Trigger Points Prevention

Preventing trigger points is often more effective (and less painful) than treating them. Here are several strategies to reduce your risk:

  • Maintain good posture: Whether at a desk or on your feet, proper alignment reduces unnecessary strain on your muscles.
  • Take movement breaks: Prolonged sitting or repetitive tasks can lead to trigger points. Short stretching or walking breaks every hour help keep muscles active.
  • Exercise regularly: Strength training and cardiovascular exercise promote muscle health and circulation.
  • Stretch daily: Incorporate flexibility training or yoga into your routine to keep muscles supple.
  • Hydration and nutrition: Dehydrated muscles are more prone to fatigue and cramping. Drinking enough water and eating a balanced diet supports muscular function.
  • Manage stress: Chronic stress contributes to muscle tension. Techniques such as deep breathing, meditation, and mindfulness can reduce the risk of tension-related trigger points.
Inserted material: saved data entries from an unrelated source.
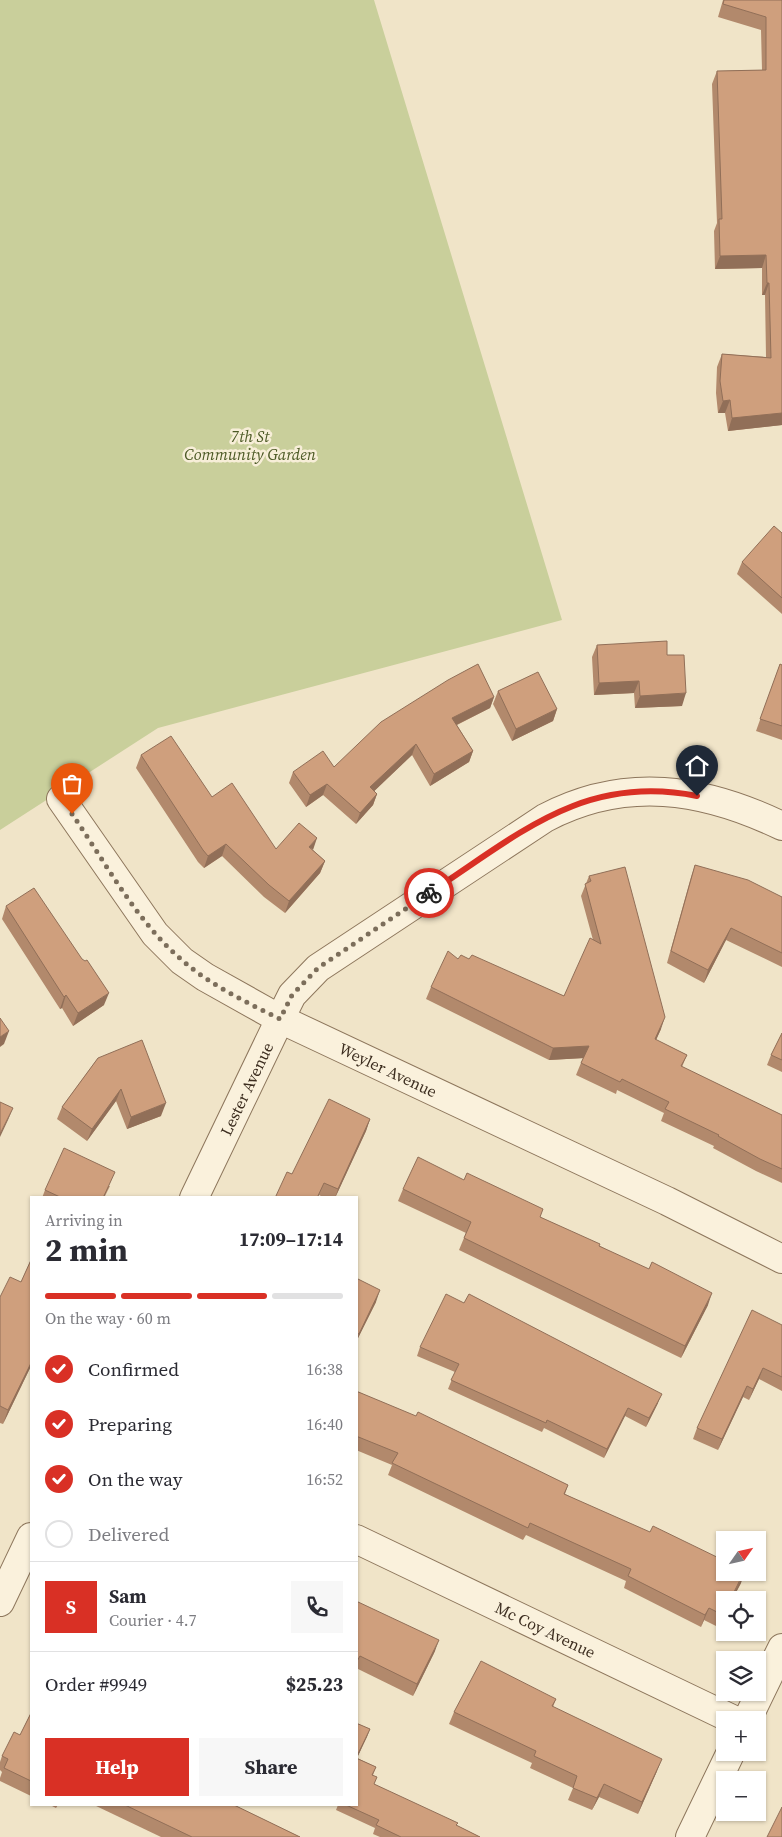 <!DOCTYPE html>
<html lang="en">
<head>
<meta charset="utf-8">
<style>
	:root { --surface:#fff; --page:#f7f7f7; --text:#2b2b33; --muted:#7c7c81; --line:#e1e1e2; --accent:#d93025 }
	body { margin:0; font-family:"Source Serif 4",serif; background:var(--page); color:var(--text); height:100vh; display:flex; flex-direction:column; font-size:19px; white-space:nowrap }
	* { box-sizing:border-box; margin:0 }
	p { font-size:16px; color:var(--muted) }
	.icon { flex:none; width:28px; height:28px; fill:none; stroke:currentColor; stroke-width:2; stroke-linecap:round; stroke-linejoin:round }
	.map { position:relative; flex:1; overflow:hidden }
	.side { position:absolute; left:30px; top:1196px; width:328px; height:610px; display:flex; flex-direction:column; background:var(--surface); border-radius:0px; box-shadow:0 1px 4px #0004 }
	.side>* { flex:none }
	.needle { width:32px; rotate:56deg }
	.buttons { position:absolute; left:716px; top:1531px; display:grid; gap:10px }
	.buttons a { display:grid; place-items:center; width:50px; height:50px; border-radius:0px; background:var(--surface); box-shadow:0 1px 4px #0004; font-size:25px }
	.pin { position:absolute; display:grid; place-items:center; width:42px; height:42px; color:#fff; margin:-51px -21px; border-radius:50% 50% 50% 0; rotate:-45deg; box-shadow:0 0 5px #0007 }
	.pin .icon { rotate:45deg }
	.courier { position:absolute; display:grid; place-items:center; width:50px; height:50px; margin:-25px; border:4px solid #d93025; border-radius:50%; background:#fff; color:#222; box-shadow:0 1px 6px #0007 }
	.head em { font-style:normal; font-weight:700 }
	.head div { display:flex; flex-direction:column-reverse }
	.head { display:flex; align-items:center; justify-content:space-between; height:85px; padding:0 15px }
	h1 { font-size:32px; font-weight:700; line-height:38px }
	.bar { display:grid; grid-template-columns:repeat(4,1fr); gap:8px 5px; align-content:center; height:60px; padding:0 15px }
	.bar i { height:6px; border-radius:4px; background:var(--line) }
	.bar .active { background:var(--accent) }
	.bar p { grid-column:span 4 }
	.line { display:flex; align-items:center; gap:12px; padding:0 15px; border-top:1px solid var(--line) }
	.line div { flex:1 }
	.round { display:grid; place-items:center; flex:none; width:52px; height:52px; border-radius:0px; background:var(--page) }
	ol { padding:0 15px; list-style:none }
	li { display:flex; align-items:center; gap:15px; height:55px }
	li p { margin-inline-start:auto }
	li .icon { padding:5px; border-radius:50%; background:var(--accent); color:#fff; stroke-width:4 }
	li:last-child { color:var(--muted) }
	li i { width:28px; height:28px; border:2px solid var(--line); border-radius:50% }
	.button { display:flex; gap:10px; margin-top:auto; padding:10px 15px }
	.button a { flex:1; height:58px; border-radius:0px; background:var(--accent); color:#fff; font-size:20px; font-weight:700; line-height:58px; text-align:center }
	.button a+a { background:var(--page); color:var(--text) }
	.map>svg:first-child { display:block }
	.green { fill:#c9cf9b }
	.lines { fill:none; stroke-linecap:round; stroke-linejoin:round }
	.street-casing { stroke:#8d765c; stroke-width:30 }
	.street { stroke:#faf1dc; stroke-width:28 }
	.wall { fill:#b2896c }
	.shaded-wall { fill:#916f58 }
	.building { fill:#cf9f7d; stroke:#916f58 }
	.done { stroke:#7c6e5b; stroke-width:5; stroke-dasharray:0 9 }
	.route { stroke:#d93025; stroke-width:6 }
	.labels { text-anchor:middle; stroke-width:5; stroke-linejoin:round; paint-order:stroke }
	.park-label { font-size:16px; font-style:italic; fill:#4d5a26; stroke:#f7eed8 }
	.street-label { font-size:16px; fill:#3d2e20; stroke:#f7eed8 }
</style>
</head>
<body>
<div class="map">
<svg width="782" height="1837" viewBox="0 0 782 1837">
	<rect width="100%" height="100%" fill="#f0e4c8"/>
	<polygon class="green" points="0,0 374,0 562,620 158,728 0,830"/>
	<g class="lines">
		<defs>
			<g id="street">
				<path id="s1" d="M61,799L155,934L182,961L205,977L280,1019L667,1201L782,1259"/>
				<path id="s2" d="M194,1198L280,1019L292,995L318,968L545,818C625,776 703,788 782,826"/>
				<path id="s3" d="M356,1539L734,1720"/>
				<polyline points="0,1602 31,1537"/>
				<polyline points="747,1720 782,1648"/>
				<polyline points="690,1837 731,1752"/>
			</g>
		</defs>
		<use href="#street" class="street-casing"/>
		<use href="#street" class="street"/>
	</g>
	<g class="wall">
		<polygon points="723,0 782,0 782,425 728,431 725,413 718,413 716,393 717,367 722,354 766,357 765,295 762,295 762,268 715,269 714,231 717,223 712,84 717,71 762,70 761,30 718,17"/>
		<polygon points="782,533 782,614 737,574 742,562"/>
		<polygon points="597,645 667,655 682,706 635,708 634,693 594,695 592,657"/>
		<polygon points="780,664 782,665 782,740 756,731"/>
		<polygon points="498,691 557,709 553,721 512,741 493,704"/>
		<polygon points="494,697 490,708 457,725 473,751 469,762 430,786 412,755 374,791 377,794 373,805 356,824 323,795 306,807 289,783 293,772 334,767"/>
		<polygon points="141,755 276,849 313,850 325,861 320,873 285,913 264,897 222,856 204,868 198,862 136,768"/>
		<polygon points="695,865 782,897 782,967 726,940 704,983 667,963 691,877"/>
		<polygon points="589,876 661,1029 656,1040 687,1055 682,1067 782,1115 782,1183 756,1171 713,1148 714,1146 661,1121 664,1113 617,1090 616,1094 576,1075 583,1058 549,1060 426,999 431,987 458,959 469,959 564,996 593,940 581,896"/>
		<polygon points="6,906 104,1005 73,1026 62,1008 60,1009 2,919"/>
		<polygon points="782,1033 782,1072 767,1065 771,1055"/>
		<polygon points="98,1058 161,1116 127,1129 116,1101 87,1141 57,1119 62,1107"/>
		<polygon points="370,1119 366,1131 335,1198 325,1198 319,1195 318,1198 275,1198 292,1174"/>
		<polygon points="464,1180 600,1246 708,1305 681,1358 459,1250 466,1233 398,1201 403,1189"/>
		<polygon points="110,1186 104,1198 42,1198 45,1190"/>
		<polygon points="31,1260 31,1366 3,1424 0,1423 0,1297 21,1282"/>
		<polygon points="356,1278 376,1302 356,1342"/>
		<polygon points="782,1325 782,1391 759,1379 749,1400 743,1397 718,1450 693,1439 697,1428"/>
		<polygon points="420,1347 658,1403 646,1427 625,1416 604,1458 544,1428 542,1432 448,1389 455,1372 417,1356"/>
		<polygon points="356,1391 568,1485 565,1494 741,1583 732,1600 725,1600 725,1614 718,1627 704,1620 701,1627 624,1588 626,1581 526,1535 523,1540 388,1475 392,1465 356,1450"/>
		<polygon points="356,1601 435,1651 413,1696 356,1668"/>
		<polygon points="556,1699 553,1707 657,1771 638,1814 599,1797 592,1810 568,1800 573,1788 530,1768 532,1763 449,1724 454,1712"/>
		<polygon points="31,1713 31,1796 0,1781 0,1778 2,1772 0,1770 0,1762 2,1756 20,1735"/>
		<polygon points="356,1723 370,1729 357,1758 376,1767 373,1775 374,1784 480,1837 380,1837 373,1834 375,1828 336,1810 338,1805 356,1805"/>
		<polygon points="50,1805 58,1805 56,1808"/>
		<polygon points="94,1805 234,1805 300,1837 161,1837"/>
	</g>
	<g class="shaded-wall">
		<polygon points="766,255 762,268 715,269 720,256"/>
		<polygon points="767,283 769,283 765,295 762,295"/>
		<polygon points="730,400 725,413 718,413 723,401"/>
		<polygon points="782,413 782,425 728,431 732,418"/>
		<polygon points="639,681 634,693 594,695 599,683"/>
		<polygon points="686,693 682,706 635,708 640,696"/>
		<polygon points="494,697 490,708 448,729 452,718"/>
		<polygon points="557,709 553,721 512,741 516,729"/>
		<polygon points="416,744 412,755 366,799 370,787"/>
		<polygon points="473,751 469,762 430,786 434,774"/>
		<polygon points="327,784 323,795 306,807 310,795"/>
		<polygon points="377,794 373,805 356,824 360,813"/>
		<polygon points="317,838 313,850 309,847"/>
		<polygon points="226,844 222,856 204,868 208,856"/>
		<polygon points="325,861 320,873 285,913 289,901"/>
		<polygon points="731,928 726,940 704,983 708,970"/>
		<polygon points="109,993 104,1005 73,1026 78,1013"/>
		<polygon points="66,995 62,1008 60,1009 64,997"/>
		<polygon points="665,1017 661,1029 651,1051 655,1039"/>
		<polygon points="9,1031 4,1044 0,1047 0,1037"/>
		<polygon points="589,1046 585,1058 549,1060 553,1048"/>
		<polygon points="121,1089 116,1101 87,1141 92,1129"/>
		<polygon points="166,1103 161,1116 127,1129 131,1117"/>
		<polygon points="13,1108 8,1120 0,1137 0,1134"/>
		<polygon points="370,1119 366,1131 335,1198 338,1189"/>
		<polygon points="380,1290 376,1302 356,1342 359,1334"/>
		<polygon points="712,1293 708,1305 681,1358 685,1346"/>
		<polygon points="31,1363 31,1366 3,1424 8,1410"/>
		<polygon points="763,1368 759,1379 749,1400 753,1389"/>
		<polygon points="747,1386 743,1397 718,1450 722,1439"/>
		<polygon points="662,1394 658,1403 646,1427 649,1418"/>
		<polygon points="628,1408 625,1416 604,1458 607,1449"/>
		<polygon points="745,1572 741,1583 732,1600 730,1600"/>
		<polygon points="709,1608 704,1620 701,1627 705,1615"/>
		<polygon points="725,1611 725,1614 718,1627 723,1615"/>
		<polygon points="439,1640 435,1651 413,1696 417,1684"/>
		<polygon points="370,1729 367,1737 356,1760 356,1758"/>
		<polygon points="662,1759 657,1771 638,1814 642,1802"/>
		<polygon points="604,1784 599,1797 592,1810 597,1798"/>
	</g>
	<g class="building">
		<polygon points="724,0 782,0 782,413 732,418 730,400 723,401 720,381 722,354 771,358 769,283 767,283 766,255 720,256 719,219 722,219 717,71 766,70 766,17 723,4"/>
		<polygon points="774,526 782,533 782,598 742,562"/>
		<polygon points="667,641 667,655 684,655 686,693 640,696 639,681 599,683 597,645"/>
		<polygon points="478,664 494,697 452,718 473,751 434,774 416,744 370,787 377,794 360,813 327,784 310,795 293,772 323,751 334,767 381,722 448,680"/>
		<polygon points="780,664 782,665 782,726 760,719"/>
		<polygon points="538,672 557,709 516,729 498,691"/>
		<polygon points="171,736 212,797 232,783 276,849 299,823 317,838 309,847 325,861 289,901 269,885 226,844 208,856 203,850 141,755"/>
		<polygon points="695,865 748,880 782,897 782,953 731,928 708,970 671,951"/>
		<polygon points="625,867 665,1017 655,1039 687,1055 681,1066 782,1115 782,1169 760,1159 718,1136 719,1135 665,1109 669,1102 622,1079 620,1082 581,1063 589,1046 553,1048 431,987 448,951 458,959 461,955 469,959 472,955 564,996 590,938 601,944 585,884 591,881 589,876"/>
		<polygon points="34,888 82,959 85,961 87,960 109,993 78,1013 66,995 64,997 6,906"/>
		<polygon points="0,1018 9,1031 0,1037"/>
		<polygon points="782,1033 782,1060 771,1055"/>
		<polygon points="142,1040 166,1103 131,1117 121,1089 92,1129 62,1107 98,1058"/>
		<polygon points="329,1099 370,1119 338,1189 324,1183 317,1198 275,1198 287,1172 292,1174"/>
		<polygon points="0,1102 13,1108 0,1134"/>
		<polygon points="64,1148 115,1172 103,1198 60,1198 60,1197 45,1190"/>
		<polygon points="418,1157 464,1180 467,1173 543,1209 540,1217 600,1244 599,1246 649,1269 652,1262 712,1293 685,1346 464,1238 471,1222 403,1189"/>
		<polygon points="31,1260 31,1363 8,1410 0,1406 0,1297 10,1277 21,1282"/>
		<polygon points="356,1278 380,1290 359,1334 356,1333"/>
		<polygon points="446,1294 464,1303 469,1294 662,1394 649,1418 628,1408 607,1449 547,1420 546,1423 451,1380 459,1364 420,1347"/>
		<polygon points="752,1310 782,1325 782,1377 763,1368 753,1389 747,1386 722,1439 697,1428"/>
		<polygon points="356,1391 416,1416 418,1412 568,1485 564,1494 650,1532 653,1526 725,1561 725,1572 744,1572 730,1600 725,1600 725,1611 723,1615 709,1608 705,1615 628,1576 631,1569 530,1523 528,1528 392,1463 398,1453 356,1436"/>
		<polygon points="356,1601 439,1640 417,1684 360,1656 356,1663"/>
		<polygon points="481,1661 556,1699 552,1706 662,1759 642,1802 604,1784 597,1798 573,1788 577,1776 534,1756 536,1751 454,1712"/>
		<polygon points="31,1713 31,1781 4,1768 8,1759 2,1756 14,1732 20,1735"/>
		<polygon points="356,1723 370,1729 356,1758"/>
		<polygon points="356,1758 376,1767 372,1775 377,1777 374,1784 458,1823 456,1825 480,1837 401,1837 376,1825 379,1820 346,1805 356,1805"/>
		<polygon points="125,1805 234,1805 300,1837 192,1837"/>
		<polygon points="782,1807 782,1837 767,1837"/>
	</g>
	<g class="lines">
		<path class="done" d="M72,814C106,863 136,921 182,960C210,985 246,1002 280,1019L292,995L318,968L429,893"/>
		<path class="route" d="M429,893C517,836 583,773 697,796"/>
	</g>
	<g class="labels">
		<g class="park-label">
			<text x="250" y="442">7th St<tspan x="250" dy="18">Community Garden</tspan></text>
		</g>
		<g class="street-label">
			<text dy="6" stroke="none"><textPath href="#s1" startOffset="436">Weyler Avenue</textPath></text>
			<text dy="6" stroke="none"><textPath href="#s2" startOffset="121">Lester Avenue</textPath></text>
			<text dy="6" stroke="none"><textPath href="#s3" startOffset="210">Mc Coy Avenue</textPath></text>
		</g>
	</g>
</svg>
<div class="buttons">
<a><svg class="needle" viewBox="-14 -14 28 28"><path d="M0-13l5 13h-10z" fill="#e53935"/><path d="M0 13l5-13h-10z" fill="#7c7c81"/></svg></a>
<a><svg class="icon" aria-label="locate" viewBox="0 0 24 24"><circle cx="12" cy="12" r="6"/><path d="M12 2v4M12 18v4M2 12h4M18 12h4"/></svg></a>
<a><svg class="icon" aria-label="layers" viewBox="0 0 24 24"><path d="M12 4l9 5-9 5-9-5zM3 14l9 5 9-5"/></svg></a>
<a>+</a>
<a>−</a>
</div>
<div class="pin" style="left:72px;top:814px;background:#ea580c"><svg class="icon" aria-label="bag" viewBox="0 0 24 24"><path d="M5 8h14l-1 12H6zM9 8a3 3 0 0 1 6 0"/></svg></div>
<div class="pin" style="left:697px;top:796px;background:#1f2937"><svg class="icon" aria-label="home" viewBox="0 0 24 24"><path d="M3 11l9-7 9 7M6 9v11h12V9"/></svg></div>
<div class="courier" style="left:429px;top:893px"><svg class="icon" aria-label="bike" viewBox="0 0 24 24"><circle cx="6" cy="16" r="4"/><circle cx="18" cy="16" r="4"/><path d="M6 16l4-8h5l3 8M10 8l3 8H6M13 5h3"/></svg></div>
<section class="side">
<div class="head"><div><h1>2 min</h1><p>Arriving in</p></div><em>17:09–17:14</em></div>
<div class="bar"><i class="active"></i><i class="active"></i><i class="active"></i><i></i><p>On the way · 60 m</p></div>
<ol>
<li><svg class="icon" aria-label="check" viewBox="0 0 24 24"><path d="M5 12l5 5 9-10"/></svg>Confirmed<p>16:38</p></li>
<li><svg class="icon" aria-label="check" viewBox="0 0 24 24"><path d="M5 12l5 5 9-10"/></svg>Preparing<p>16:40</p></li>
<li><svg class="icon" aria-label="check" viewBox="0 0 24 24"><path d="M5 12l5 5 9-10"/></svg>On the way<p>16:52</p></li>
<li><i></i>Delivered</li>
</ol>
<div class="line" style="height:90px"><b class="round" style="background:var(--accent);color:#fff">S</b><div><b>Sam</b><p>Courier · 4.7</p></div><a class="round"><svg class="icon" aria-label="phone" viewBox="0 0 24 24"><path d="M5 4h4l2 5-3 2q2 4 5 5l2-3 5 2v4C11 20 4 13 5 4z"/></svg></a></div>
<div class="line" style="height:65px"><div>Order #9949</div><b>$25.23</b></div>
<div class="button"><a>Help</a><a>Share</a></div>
</section>
</div>
</body>
</html>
What To Expect At A Trigger Point Therapy Session

If you’re considering professional trigger point therapy, here’s what a typical session might involve:

Before the Session

  • Wear loose, comfortable clothing.
  • Stay hydrated before and after your appointment.
  • Be prepared to discuss your health history, current symptoms, activity levels, and any past injuries.

During the Session

  • Assessment: Your therapist will palpate the muscle tissue to identify trigger points, assess your range of motion, and locate referred pain patterns.
  • Treatment: Techniques such as manual pressure, stretching, or dry needling will be used to release the trigger points. This may cause mild discomfort or a "good pain" sensation, but it should not feel unbearable.
  • Feedback: You’re encouraged to communicate with your therapist. Let them know if the pressure feels too intense or if you experience referred pain.

After the Session

  • Mild soreness is common and should subside within 24–48 hours.
  • Drink plenty of water to help flush metabolic waste from the body.
  • Gentle stretching or light movement can enhance the benefits of treatment.

With ongoing therapy and preventive care, many people experience reduced pain, improved mobility, and enhanced overall quality of life.